Tiger Stripes: a ferocious Malaysian pre-teen horror

Amanda Nell Eu’s inventive debut about a young girl’s ‘monstrous’ transformation belongs to a proud lineage of both Malaysian folklore and coming-of-age films that externalise the onset of female puberty.

15 May 2024

By Simran Hans

Zafreen Zairizal as Zaffan in Tiger Stripes (2023)
Sight and Sound

In a school bathroom, 12-year-old Zaffan (Zafreen Zairizal) grins at the camera before launching into an exuberant, well-rehearsed dance routine. Whoops of encouragement can be heard in the background as she tears off her headscarf and hijab. The film abruptly cuts to a title card as Zaffan prepares to flash her bra. “Where did you get that?” asks her disapproving friend Farah (Deena Ezral). Zaffan smirks, exposing one of its straps. “Wanna try it?” she says.

Malaysian-British filmmaker Amanda Nell Eu sets up her protagonist as both a rebel and a child. The bra is a grown woman’s, donned in a game of dress-up; the dance in service of a pre-teen’s TikTok. Best friends Zaffan, Farah and Mariam (Piqa) play with stickers and miaow at each other, splashing in the streams they pass on their way home from school. When Zaffan is the first in her class to get her period, then, it’s a shock. But in Nell Eu’s playful feature debut, more troubling bodily changes lie ahead. 

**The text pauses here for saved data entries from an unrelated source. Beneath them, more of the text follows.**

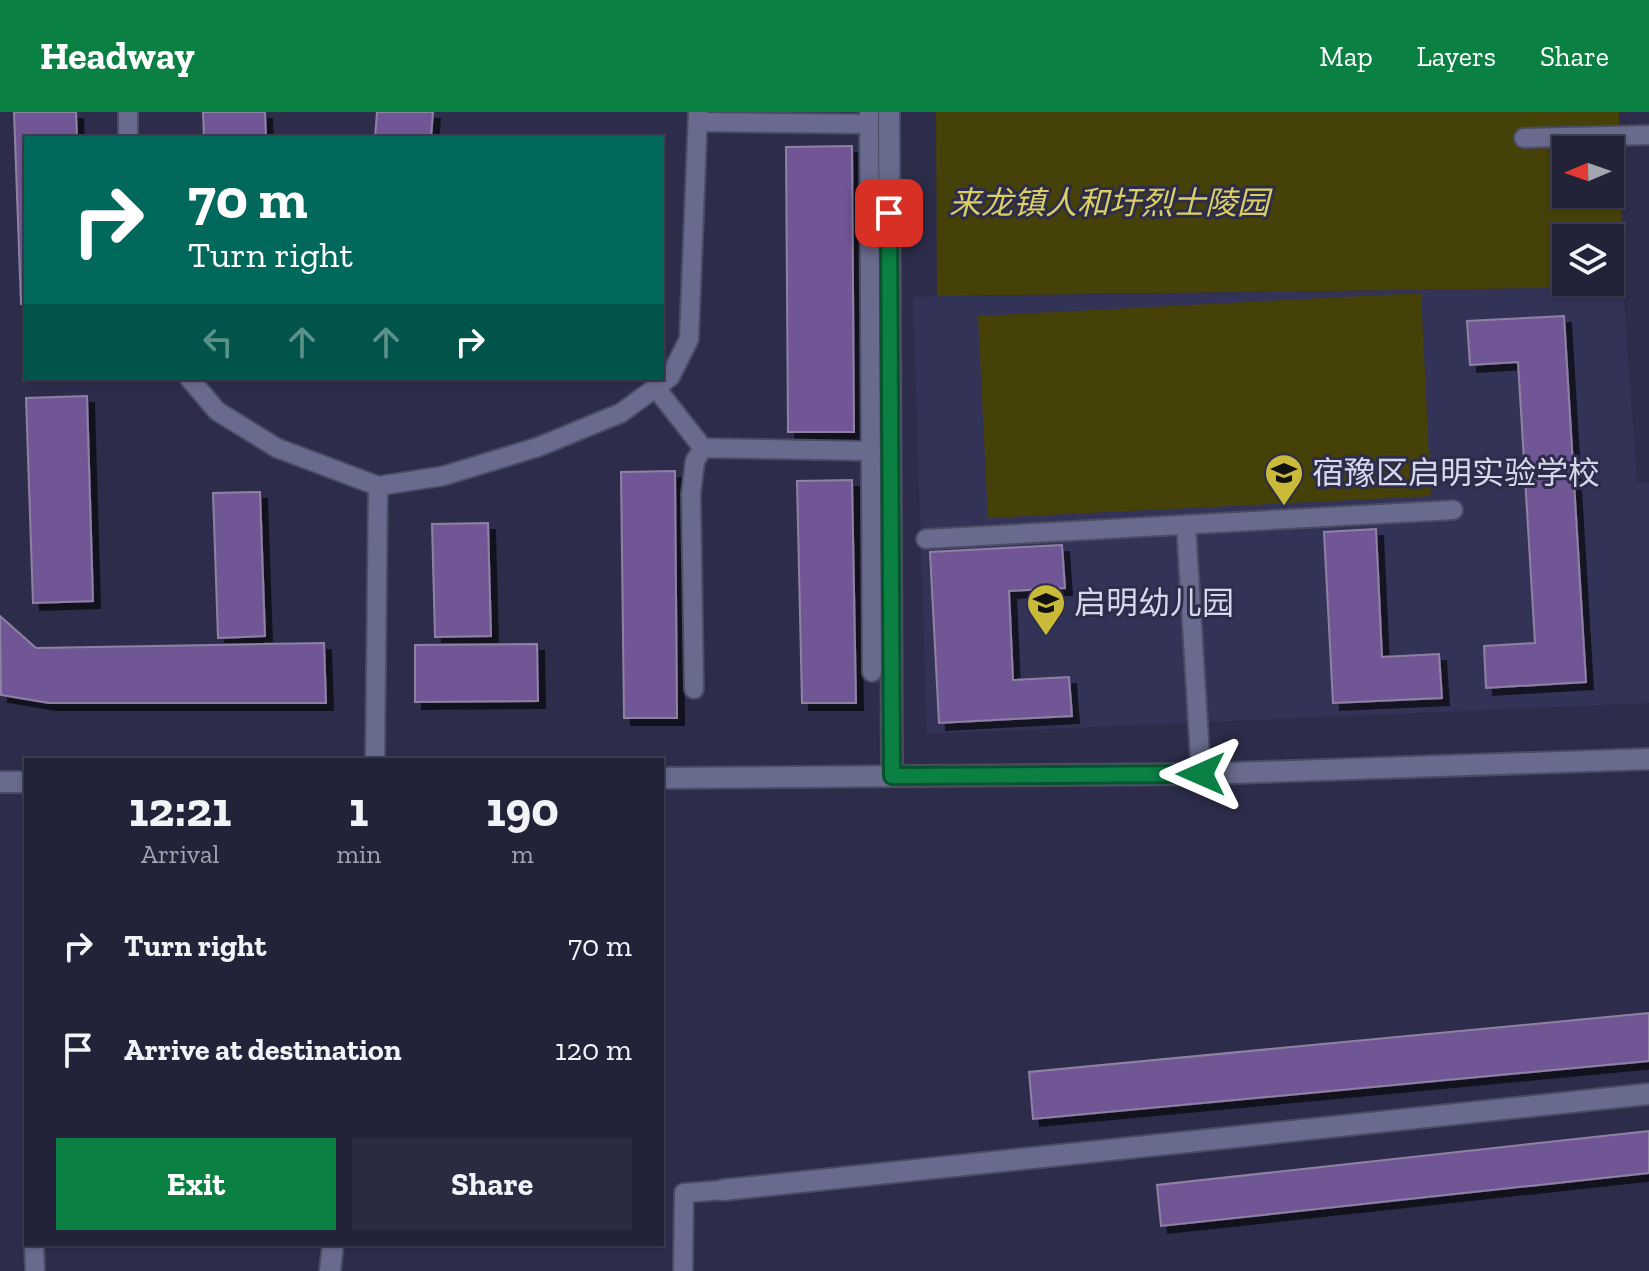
<!DOCTYPE html>
<html lang="en">
<head>
<meta charset="utf-8">
<style>
  body { margin:0; font-family:"Zilla Slab","Noto Sans SC",serif; background:#2a2a40; color:#f1f3f6; height:100vh; display:flex; flex-direction:column; font-size:30px; white-space:nowrap }
  * { box-sizing:border-box; margin:0 }
  p { font-size:26px; color:#a2a4ae }
  .icon { flex:none; width:44px; height:44px; fill:none; stroke:currentColor; stroke-width:2; stroke-linecap:round; stroke-linejoin:round }
  .map { position:relative; flex:1; overflow:hidden }
  .drawer { position:absolute; left:24px; top:646px; width:640px; height:488px; display:flex; flex-direction:column; background:#222238; border-radius:0px; box-shadow:0 2px 6px #0004,0 0 0 2px #3f3f53 }
  .drawer>* { flex:none }
  .hud { position:absolute; left:24px; top:24px; width:640px; height:244px; border-radius:0px; box-shadow:0 2px 6px #0004,0 0 0 2px #3f3f53; background:#00695c; color:#fff; overflow:hidden }
  .needle { width:52px; rotate:268deg }
  .tools { position:absolute; left:1552px; top:24px; display:grid; gap:16px }
  .tools a { display:grid; place-items:center; width:72px; height:72px; border-radius:0px; background:#222238; box-shadow:0 2px 6px #0004,0 0 0 2px #3f3f53; font-size:40px }
  .pin { position:absolute; display:grid; place-items:center; width:68px; height:68px; color:#fff; margin:-34px; border-radius:16px; box-shadow:0 4px 12px #0006 }
  .me { position:absolute; width:88px; margin:-44px; rotate:270deg; stroke-linejoin:round; filter:drop-shadow(0 0 6px #0008) }
  .turn { display:flex; align-items:center; gap:28px; height:168px; padding:0 32px; font-size:36px }
  .turn .icon { width:104px; height:104px; stroke-width:2.5 }
  .turn b { display:block; font-size:56px; line-height:68px }
  .lanes { display:flex; align-items:center; height:76px; padding:0 32px; background:#0003; justify-content:center; gap:40px; direction:ltr }
  .lanes .off { opacity:.35 }
  .eta { display:flex; justify-content:space-evenly; align-items:center; height:136px; text-align:center }
  .eta b { font-size:48px; font-weight:700; line-height:56px }
  .cta { display:flex; gap:16px; margin-top:auto; padding:16px 32px }
  .cta a { flex:1; height:92px; border-radius:0px; background:#0b8043; color:#fff; font-size:32px; font-weight:700; line-height:92px; text-align:center }
  .cta a+a { background:#2a2a40; color:#f1f3f6 }
  ul { padding:0; list-style:none }
  li { display:flex; align-items:center; gap:24px; height:104px; padding:0 32px }
  li div { flex:1 }
  li b { display:block; font-size:30px }
  li em { font-style:normal }
  header { display:flex; align-items:center; gap:48px; box-sizing:border-box; height:112px; padding:0 40px; background:#0b8043; color:#fff }
  header strong { font-size:38px }
  nav { display:flex; gap:44px; margin-inline-start:auto; font-size:28px }
  .map>svg:first-child { display:block }
  .built { fill:#333358 }
  .green { fill:#464009; fill-rule:evenodd }
  .building { fill:#715795; stroke:#8f81a4; stroke-width:2; filter:url(#shadow) }
  .lines { fill:none; stroke-linecap:round; stroke-linejoin:round }
  .lane-casing { stroke:#4b4b64; stroke-width:22 }
  .street-casing { stroke:#4b4b64; stroke-width:24 }
  .lane { stroke:#696b8e; stroke-width:18 }
  .street { stroke:#696b8e; stroke-width:20 }
  .route-casing { stroke:#07532c; stroke-width:20 }
  .route { stroke:#0b8043; stroke-width:14 }
  .labels { text-anchor:middle; stroke-width:6; stroke-linejoin:round; paint-order:stroke }
  .park-label { font-size:32px; font-style:italic; fill:#dbce62; stroke:#2d2d4b }
  .poi-label { font-size:32px; fill:#d6d7eb; stroke:#2d2d4b; text-anchor:start }
</style>
</head>
<body>
<header>
<strong>Headway</strong>
<nav><a>Map</a><a>Layers</a><a>Share</a></nav>
</header>
<div class="map">
<svg width="1649" height="1159" viewBox="0 0 1649 1159">
  <defs>
    <filter id="shadow"><feDropShadow dx="7" dy="7" stdDeviation="0" flood-color="#0009"/></filter>
  </defs>
  <rect width="100%" height="100%" fill="#2d2d4b"/>
  <path class="built" d="M 1623,175 L 1637,370 L 1649,371 L 1649,591 L 927,622 L 913,185 Z"/>
  <g class="green">
    <path d="M 936,0 L 1619,0 L 1623,175 L 937,184 ZM 1566,38 L 1610,38 L 1610,82 L 1566,82 ZM 1566,126 L 1610,126 L 1610,170 L 1566,170 Z"/>
    <path d="M 1421,181 L 1431,384 L 988,406 L 978,204 Z"/>
  </g>
  <g class="building">
    <path d="M 14,0 L 76,0 L 77,26 L 26,26 L 26,191 L 21,192 Z"/>
    <path d="M 203,0 L 265,0 L 266,26 L 204,26 Z"/>
    <path d="M 377,0 L 433,0 L 431,26 L 375,26 Z"/>
    <path d="M 852,34 L 854,320 L 788,320 L 786,35 Z"/>
    <path d="M 1564,204 L 1586,570 L 1486,576 L 1484,534 L 1535,531 L 1518,250 L 1470,253 L 1467,209 Z"/>
    <path d="M 87,284 L 93,489 L 33,491 L 26,286 Z"/>
    <path d="M 675,359 L 677,606 L 624,606 L 621,360 Z"/>
    <path d="M 852,368 L 856,591 L 802,591 L 797,369 Z"/>
    <path d="M 260,380 L 265,524 L 218,526 L 213,381 Z"/>
    <path d="M 488,411 L 491,524 L 435,525 L 432,412 Z"/>
    <path d="M 1376,417 L 1382,545 L 1439,542 L 1442,586 L 1333,591 L 1324,420 Z"/>
    <path d="M 1062,433 L 1065,476 L 1009,479 L 1013,568 L 1069,565 L 1072,604 L 939,611 L 930,440 Z"/>
    <path d="M 0,504 L 36,536 L 324,531 L 326,591 L 49,591 L 1,583 Z"/>
    <path d="M 537,532 L 538,589 L 415,590 L 415,533 Z"/>
    <path d="M 1649,901 L 1649,949 L 1033,1007 L 1029,960 Z"/>
    <path d="M 1649,1019 L 1649,1061 L 1161,1114 L 1157,1073 Z"/>
  </g>
  <g class="lines">
    <defs>
      <g id="lane">
        <path d="M 869,0 L 872,560"/>
        <path d="M 698,10 L 869,12"/>
        <path d="M 128,26 L 128,0"/>
        <path d="M 1524,26 L 1649,23"/>
        <path d="M 189,266 L 217,299 L 277,336 L 378,374 L 443,364 L 538,335 L 621,301 L 670,265 L 689,227 L 698,0"/>
        <path d="M 655,275 L 703,336"/>
        <path d="M 1186,413 L 1201,662"/>
        <path d="M 926,427 L 1453,398"/>
        <path d="M 694,577 L 691,382 L 695,349 L 703,336 L 871,339"/>
        <path d="M 375,648 L 378,374"/>
        <path d="M 34,1132 L 35,1159"/>
        <path d="M 683,1159 L 684,1081 L 723,1078"/>
      </g>
      <g id="street">
        <path d="M 889,0 L 892,664"/>
        <path d="M 662,666 L 1201,662 L 1649,647"/>
        <path d="M 0,670 L 26,670"/>
        <path d="M 723,1078 L 1649,982"/>
        <path d="M 330,1159 L 333,1132"/>
      </g>
    </defs>
    <use href="#lane" class="lane-casing"/>
    <use href="#street" class="street-casing"/>
    <use href="#lane" class="lane"/>
    <use href="#street" class="street"/>
  </g>
  <g class="lines">
    <defs>
      <path id="route" d="M 889,101 L 892,664 L 1201,662"/>
    </defs>
    <use href="#route" class="route-casing"/>
    <use href="#route" class="route"/>
  </g>
  <defs>
    <symbol id="school-pin" viewBox="-11 -11 22 30"><path d="M0 17L-7.5 6A9.5 9.5 0 1 1 7.5 6Z" fill="#c9ba3a" stroke="#2d2d4b"/><path d="M0-5L7-2L0 1L-7-2ZM-4 1L0 2.5L4 1V4Q0 6-4 4Z" fill="#111"/></symbol>
  </defs>
  <g fill-rule="evenodd">
    <use href="#school-pin" x="1262" y="339" width="44" height="60"/>
    <use href="#school-pin" x="1024" y="469" width="44" height="60"/>
  </g>
  <g class="labels">
    <g class="park-label">
      <text x="1109" y="102">来龙镇人和圩烈士陵园</text>
    </g>
    <g class="poi-label">
      <text x="1312" y="372">宿豫区启明实验学校</text>
      <text x="1074" y="502">启明幼儿园</text>
    </g>
  </g>
</svg>
<div class="tools">
<a><svg class="needle" viewBox="-14 -14 28 28"><path d="M0-13l5 13h-10z" fill="#e53935"/><path d="M0 13l5-13h-10z" fill="#a2a4ae"/></svg></a>
<a><svg class="icon" aria-label="layers" viewBox="0 0 24 24"><path d="M12 4l9 5-9 5-9-5zM3 14l9 5 9-5"/></svg></a>
</div>
<div class="pin" style="left:889px;top:101px;background:#d93025"><svg class="icon" aria-label="arrive" viewBox="0 0 24 24"><path d="M6 21V4h12l-3 4 3 4H6"/></svg></div>
<svg class="me" style="left:1201px;top:662px" viewBox="-20 -20 40 40"><path d="M0-17L14 15 0 8-14 15z" fill="#0b8043" stroke="#fff" stroke-width="4"/></svg>
<div class="hud">
<div class="turn"><svg class="icon" aria-label="right" viewBox="0 0 24 24"><path d="M7 20v-9h11M14 6l5 5-5 5"/></svg><div><b>70 m</b>Turn right</div></div>
<div class="lanes"><svg class="icon off" aria-label="left" viewBox="0 0 24 24"><path d="M17 20v-9H6M10 6l-5 5 5 5"/></svg><svg class="icon off" aria-label="ahead" viewBox="0 0 24 24"><path d="M12 20V5M6 11l6-6 6 6"/></svg><svg class="icon off" aria-label="ahead" viewBox="0 0 24 24"><path d="M12 20V5M6 11l6-6 6 6"/></svg><svg class="icon" aria-label="right" viewBox="0 0 24 24"><path d="M7 20v-9h11M14 6l5 5-5 5"/></svg></div>
</div>
<section class="drawer">
<div class="eta">
<div><b>12:21</b><p>Arrival</p></div>
<div><b>1</b><p>min</p></div>
<div><b>190</b><p>m</p></div>
</div>
<ul>
<li><svg class="icon" aria-label="right" viewBox="0 0 24 24"><path d="M7 20v-9h11M14 6l5 5-5 5"/></svg><div><b>Turn right</b></div><em>70 m</em></li>
<li><svg class="icon" aria-label="arrive" viewBox="0 0 24 24"><path d="M6 21V4h12l-3 4 3 4H6"/></svg><div><b>Arrive at destination</b></div><em>120 m</em></li>
</ul>
<div class="cta"><a>Exit</a><a>Share</a></div>
</section>
</div>
</body>
</html>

Tiger Stripes belongs to a lineage of coming-of-age films that externalise the onset of female puberty. Sissy Spacek’s Carrie, in Brian De Palma’s 1976 film, develops telekinesis; the teen girl at the centre of Ginger Snaps (2000) becomes a werewolf; in the Pixar animated film Turning Red (2022), the protagonist’s out-of-control hormones transform her into an angry, oversized panda. In Tiger Stripes, Zaffan begins to sprout whiskers, claws and eventually a tail – changes in her body that, at least initially, appear to be triggered by shame.

When Zaffan is discreetly excused from daily prayers, the sneering Farah tells her the whole school knows why (a response that is met with a prompt backpack to the face). She is warned of wild women whose menstrual cycles send them fleeing to the jungle, who smell, as Farah puts it, “rotten like the fish market”. In the privacy of her home, the pouty, defiant Zaffan attempts to wash the blood out of a sanitary towel, placing it in the bin and then attempting to flush it down the toilet. Nell Eu positions the camera at a high angle in the corner of the bathroom, capturing her secret shame as though it were security footage.

Zafreen as Zairizal Zaffan, Deena Ezral as Farah, Piqa as Mariam in Tiger Stripes (2023)

Isolated from her friends, she’s plagued by night sweats and patches of psoriasis. Her hair falls out, and she’s unable to concentrate in class. When a strict teacher refuses to permit her to go to the toilet, her disobedient body breaks the rules anyway. A wide shot of a feral, screaming Zaffan in the jungle captures the vastness of her rage and power.

Zaffan’s impulsive, increasingly savage behaviour is presented as a natural evolutionary response. She snarls in the face of bullies and squeezes a frog to death with her bare hands. Nell Eu mitigates this by keeping the acts of violence mostly off screen, shooting the back of Zaffan’s head, or cutting to the aftermath instead. Eventually, Zaffan stops resisting the change.

Zaffan’s school is nestled in the rainforest, lush green topiary flanking the building’s blue corrugated roof. It’s against this hyperreal, fairytale backdrop that Nell Eu begins to play with Malaysia’s folklore, interpolating some of its myths, and emphasising their feminist potential. Zaffan’s glowing eyes and claws align her with the fabled ‘pontianak’, a vengeful female spirit-creature whose reproductive capabilities have caused her downfall (women become pontianaks after dying in childbirth). Both Zaffan and the pontianak are feared outcasts who disrupt social norms.

Cymbals crash unsubtly as whiskers emerge from Zaffan’s cheek, and when she scales a tree to capture a squirrel, there’s a juddering stop-motion quality to her movements. Perhaps Zaffan’s tail is not entirely convincing either, but it’s not a problem. The lo-fi special effects feel like a deliberate throwback to the monster cinema popular in Singapore and Malaysia in the 1950s. Their handmade goofiness lifts a film that is surreal and heightened rather than scary. So does Nell Eu’s sense of humour, which playfully jabs at today’s shamans. An exorcist (Shaheizy Sam) is called on by the community to ‘save’ Zaffan and, like an Instagram influencer, he sets up a tripod and a ring light nearby, livestreaming the act to his followers.

In the film’s final scene, the transformed, liberated Zaffan reprises the dance routine she performed at the start. Her hair flies wildly behind her, tail in full view. Zaffan has earned her stripes, and with them her freedom, too.

 ► Tiger Stripes is in UK cinemas from 17 May.